Directions:
Repeat the entries below exactly. Begin with the first line and end with the line that contains "135px,160px 149px,120px 189px,104px".

Dataset excerpts:
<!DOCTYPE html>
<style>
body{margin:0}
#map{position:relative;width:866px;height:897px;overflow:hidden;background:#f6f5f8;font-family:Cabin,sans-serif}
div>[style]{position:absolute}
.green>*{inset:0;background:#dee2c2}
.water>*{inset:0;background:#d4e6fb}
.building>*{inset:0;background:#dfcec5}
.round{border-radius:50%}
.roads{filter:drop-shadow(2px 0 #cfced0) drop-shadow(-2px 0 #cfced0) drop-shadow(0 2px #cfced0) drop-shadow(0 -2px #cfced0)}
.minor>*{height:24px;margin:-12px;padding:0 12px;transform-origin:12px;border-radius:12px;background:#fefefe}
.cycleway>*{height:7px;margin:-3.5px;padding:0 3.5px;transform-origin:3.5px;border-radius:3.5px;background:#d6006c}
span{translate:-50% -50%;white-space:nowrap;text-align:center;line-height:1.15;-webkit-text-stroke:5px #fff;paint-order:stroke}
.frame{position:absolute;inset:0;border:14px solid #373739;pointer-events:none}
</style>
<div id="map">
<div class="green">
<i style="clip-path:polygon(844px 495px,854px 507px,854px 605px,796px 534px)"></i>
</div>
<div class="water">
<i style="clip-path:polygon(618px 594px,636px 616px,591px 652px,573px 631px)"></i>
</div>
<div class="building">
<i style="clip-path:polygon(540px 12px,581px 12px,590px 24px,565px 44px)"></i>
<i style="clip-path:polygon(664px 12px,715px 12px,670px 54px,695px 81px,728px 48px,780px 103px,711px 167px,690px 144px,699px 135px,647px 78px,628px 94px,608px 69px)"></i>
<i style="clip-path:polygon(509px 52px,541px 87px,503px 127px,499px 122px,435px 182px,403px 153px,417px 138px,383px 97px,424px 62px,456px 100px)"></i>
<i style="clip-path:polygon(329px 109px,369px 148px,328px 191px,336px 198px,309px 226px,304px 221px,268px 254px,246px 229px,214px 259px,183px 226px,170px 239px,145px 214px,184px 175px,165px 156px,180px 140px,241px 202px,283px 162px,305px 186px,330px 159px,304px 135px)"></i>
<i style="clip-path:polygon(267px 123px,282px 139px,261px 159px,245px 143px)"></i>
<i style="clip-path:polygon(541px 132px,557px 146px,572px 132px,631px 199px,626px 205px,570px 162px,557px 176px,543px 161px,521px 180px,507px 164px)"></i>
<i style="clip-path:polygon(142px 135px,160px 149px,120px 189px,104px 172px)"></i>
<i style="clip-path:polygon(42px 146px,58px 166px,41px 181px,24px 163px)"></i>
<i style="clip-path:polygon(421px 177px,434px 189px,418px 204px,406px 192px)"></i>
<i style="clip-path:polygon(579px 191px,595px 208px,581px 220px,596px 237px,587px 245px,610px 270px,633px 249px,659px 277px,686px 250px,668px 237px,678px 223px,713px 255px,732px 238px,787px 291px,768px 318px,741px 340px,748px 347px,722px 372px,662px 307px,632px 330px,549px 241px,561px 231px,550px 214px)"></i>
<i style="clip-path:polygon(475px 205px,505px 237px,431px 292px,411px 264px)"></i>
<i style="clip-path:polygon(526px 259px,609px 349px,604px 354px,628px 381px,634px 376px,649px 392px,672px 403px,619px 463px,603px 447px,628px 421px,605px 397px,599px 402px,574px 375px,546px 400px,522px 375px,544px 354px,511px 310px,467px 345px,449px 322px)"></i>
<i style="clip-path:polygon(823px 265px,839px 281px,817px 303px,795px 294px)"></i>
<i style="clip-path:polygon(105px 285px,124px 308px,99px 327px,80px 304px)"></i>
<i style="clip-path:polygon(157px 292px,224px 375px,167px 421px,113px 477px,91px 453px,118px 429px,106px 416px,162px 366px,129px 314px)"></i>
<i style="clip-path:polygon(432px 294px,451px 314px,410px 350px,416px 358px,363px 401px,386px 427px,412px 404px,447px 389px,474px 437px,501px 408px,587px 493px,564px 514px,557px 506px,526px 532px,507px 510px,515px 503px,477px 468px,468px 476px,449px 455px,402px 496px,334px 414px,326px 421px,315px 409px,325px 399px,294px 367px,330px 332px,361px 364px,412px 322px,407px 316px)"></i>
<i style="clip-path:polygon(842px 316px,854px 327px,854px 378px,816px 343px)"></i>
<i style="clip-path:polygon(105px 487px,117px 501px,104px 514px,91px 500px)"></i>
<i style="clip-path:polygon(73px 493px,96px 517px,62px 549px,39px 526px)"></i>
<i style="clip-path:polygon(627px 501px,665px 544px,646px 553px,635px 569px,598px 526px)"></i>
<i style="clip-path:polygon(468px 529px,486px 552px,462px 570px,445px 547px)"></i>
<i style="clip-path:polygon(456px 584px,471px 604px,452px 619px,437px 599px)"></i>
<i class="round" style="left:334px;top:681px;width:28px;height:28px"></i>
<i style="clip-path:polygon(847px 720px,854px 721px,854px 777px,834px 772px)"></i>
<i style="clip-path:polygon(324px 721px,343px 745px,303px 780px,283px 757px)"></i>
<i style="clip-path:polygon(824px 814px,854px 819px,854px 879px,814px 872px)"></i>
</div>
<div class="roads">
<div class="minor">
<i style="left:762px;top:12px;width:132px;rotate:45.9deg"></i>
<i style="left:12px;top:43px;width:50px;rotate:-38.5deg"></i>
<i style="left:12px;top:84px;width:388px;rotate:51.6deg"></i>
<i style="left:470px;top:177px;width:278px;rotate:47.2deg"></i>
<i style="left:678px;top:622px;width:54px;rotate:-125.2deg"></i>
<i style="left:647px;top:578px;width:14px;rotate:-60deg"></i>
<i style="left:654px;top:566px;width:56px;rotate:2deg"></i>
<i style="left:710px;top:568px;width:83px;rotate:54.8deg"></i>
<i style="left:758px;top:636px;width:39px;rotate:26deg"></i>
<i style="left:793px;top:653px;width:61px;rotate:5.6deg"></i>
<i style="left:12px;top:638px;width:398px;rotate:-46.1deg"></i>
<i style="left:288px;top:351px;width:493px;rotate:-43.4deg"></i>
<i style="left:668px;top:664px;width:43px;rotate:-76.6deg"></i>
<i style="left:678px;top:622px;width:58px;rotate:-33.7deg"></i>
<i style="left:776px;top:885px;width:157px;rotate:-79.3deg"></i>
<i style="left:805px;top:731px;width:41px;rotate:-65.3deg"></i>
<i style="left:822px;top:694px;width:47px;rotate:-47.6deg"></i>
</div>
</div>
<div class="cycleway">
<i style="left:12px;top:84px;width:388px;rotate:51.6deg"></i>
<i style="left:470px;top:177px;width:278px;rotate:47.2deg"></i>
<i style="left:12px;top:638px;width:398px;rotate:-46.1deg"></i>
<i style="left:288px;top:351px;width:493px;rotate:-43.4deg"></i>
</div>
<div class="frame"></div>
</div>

Solution:
<!DOCTYPE html>
<style>
body{margin:0}
#map{position:relative;width:866px;height:897px;overflow:hidden;background:#f6f5f8;font-family:Cabin,sans-serif}
div>[style]{position:absolute}
.green>*{inset:0;background:#dee2c2}
.water>*{inset:0;background:#d4e6fb}
.building>*{inset:0;background:#dfcec5}
.round{border-radius:50%}
.roads{filter:drop-shadow(2px 0 #cfced0) drop-shadow(-2px 0 #cfced0) drop-shadow(0 2px #cfced0) drop-shadow(0 -2px #cfced0)}
.minor>*{height:24px;margin:-12px;padding:0 12px;transform-origin:12px;border-radius:12px;background:#fefefe}
.cycleway>*{height:7px;margin:-3.5px;padding:0 3.5px;transform-origin:3.5px;border-radius:3.5px;background:#d6006c}
span{translate:-50% -50%;white-space:nowrap;text-align:center;line-height:1.15;-webkit-text-stroke:5px #fff;paint-order:stroke}
.frame{position:absolute;inset:0;border:14px solid #373739;pointer-events:none}
</style>
<div id="map">
<div class="green">
<i style="clip-path:polygon(844px 495px,854px 507px,854px 605px,796px 534px)"></i>
</div>
<div class="water">
<i style="clip-path:polygon(618px 594px,636px 616px,591px 652px,573px 631px)"></i>
</div>
<div class="building">
<i style="clip-path:polygon(540px 12px,581px 12px,590px 24px,565px 44px)"></i>
<i style="clip-path:polygon(664px 12px,715px 12px,670px 54px,695px 81px,728px 48px,780px 103px,711px 167px,690px 144px,699px 135px,647px 78px,628px 94px,608px 69px)"></i>
<i style="clip-path:polygon(509px 52px,541px 87px,503px 127px,499px 122px,435px 182px,403px 153px,417px 138px,383px 97px,424px 62px,456px 100px)"></i>
<i style="clip-path:polygon(329px 109px,369px 148px,328px 191px,336px 198px,309px 226px,304px 221px,268px 254px,246px 229px,214px 259px,183px 226px,170px 239px,145px 214px,184px 175px,165px 156px,180px 140px,241px 202px,283px 162px,305px 186px,330px 159px,304px 135px)"></i>
<i style="clip-path:polygon(267px 123px,282px 139px,261px 159px,245px 143px)"></i>
<i style="clip-path:polygon(541px 132px,557px 146px,572px 132px,631px 199px,626px 205px,570px 162px,557px 176px,543px 161px,521px 180px,507px 164px)"></i>
<i style="clip-path:polygon(142px 135px,160px 149px,120px 189px,104px 172px)"></i>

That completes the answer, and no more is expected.